What to produce →
The lines below must be transcribed exactly as given, with the images removed.

Saved entries →
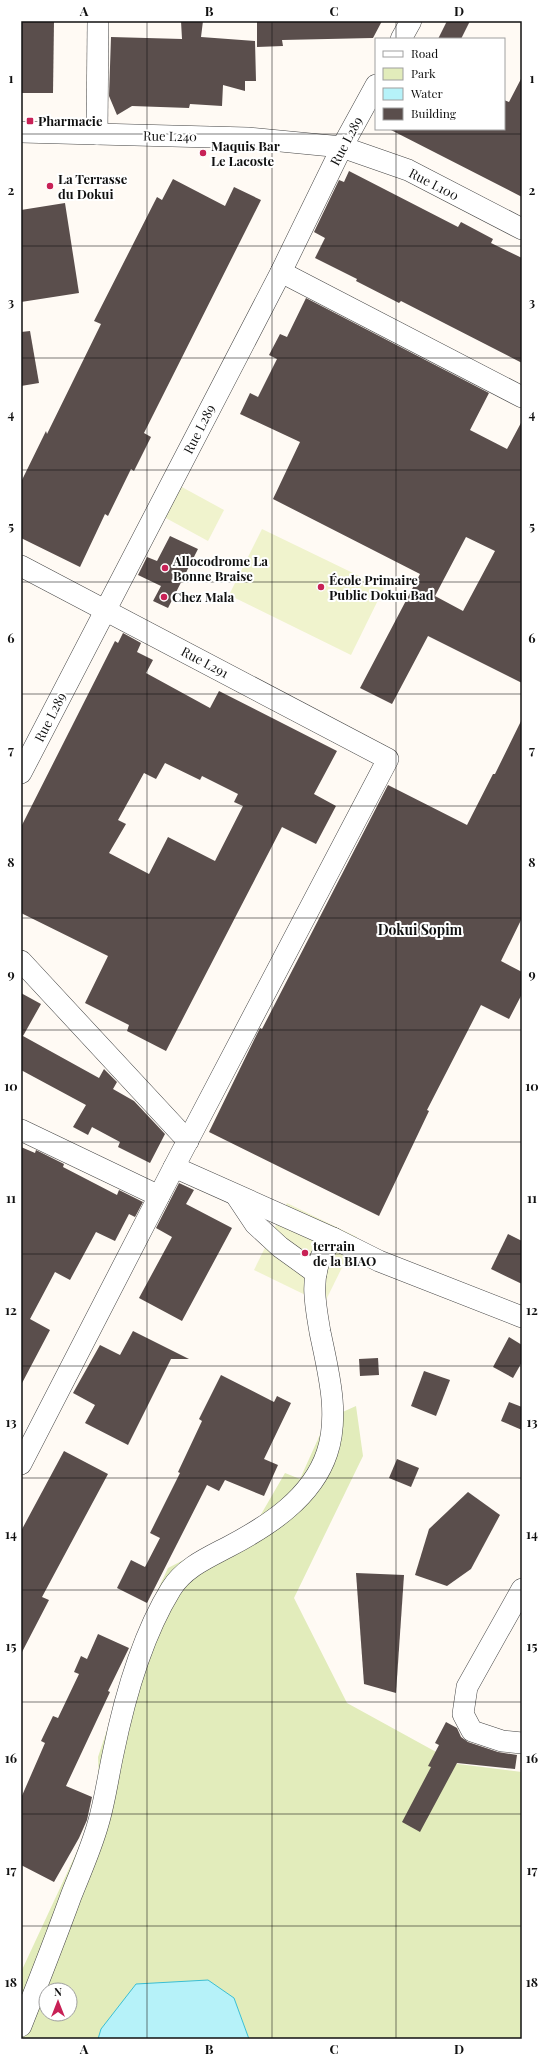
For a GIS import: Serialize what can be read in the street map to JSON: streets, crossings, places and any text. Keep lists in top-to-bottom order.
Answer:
{
  "streets": {
    "street": [
      "Rue L240",
      "Rue L289",
      "Rue L100",
      "Rue L291"
    ]
  },
  "crossings": [
    ["Rue L240", "Rue L289"],
    ["Rue L240", "Rue L100"],
    ["Rue L289", "Rue L100"],
    ["Rue L289", "Rue L291"]
  ],
  "districts": ["Dokui Sopim"],
  "places": {
    "transit": ["Pharmacie"],
    "other": [
      "Maquis Bar Le Lacoste",
      "La Terrasse du Dokui",
      "Allocodrome La Bonne Braise",
      "École Primaire Public Dokui Bad",
      "Chez Mala",
      "terrain de la BIAO"
    ]
  },
  "legend": [
    "Road",
    "Park",
    "Water",
    "Building"
  ],
  "north": "top",
  "grid": {
    "columns": [
      "A",
      "B",
      "C",
      "D"
    ],
    "rows": [
      "1",
      "2",
      "3",
      "4",
      "5",
      "6",
      "7",
      "8",
      "9",
      "10",
      "11",
      "12",
      "13",
      "14",
      "15",
      "16",
      "17",
      "18"
    ]
  }
}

Answer to the exercise →
For a GIS import: Serialize what can be read in the street map to JSON: streets, crossings, places and any text. Keep lists in top-to-bottom order.
Answer:
{
  "streets": {
    "street": [
      "Rue L240",
      "Rue L289",
      "Rue L100",
      "Rue L291"
    ]
  },
  "crossings": [
    ["Rue L240", "Rue L289"],
    ["Rue L240", "Rue L100"],
    ["Rue L289", "Rue L100"],
    ["Rue L289", "Rue L291"]
  ],
  "districts": ["Dokui Sopim"],
  "places": {
    "transit": ["Pharmacie"],
    "other": [
      "Maquis Bar Le Lacoste",
      "La Terrasse du Dokui",
      "Allocodrome La Bonne Braise",
      "École Primaire Public Dokui Bad",
      "Chez Mala",
      "terrain de la BIAO"
    ]
  },
  "legend": [
    "Road",
    "Park",
    "Water",
    "Building"
  ],
  "north": "top",
  "grid": {
    "columns": [
      "A",
      "B",
      "C",
      "D"
    ],
    "rows": [
      "1",
      "2",
      "3",
      "4",
      "5",
      "6",
      "7",
      "8",
      "9",
      "10",
      "11",
      "12",
      "13",
      "14",
      "15",
      "16",
      "17",
      "18"
    ]
  }
}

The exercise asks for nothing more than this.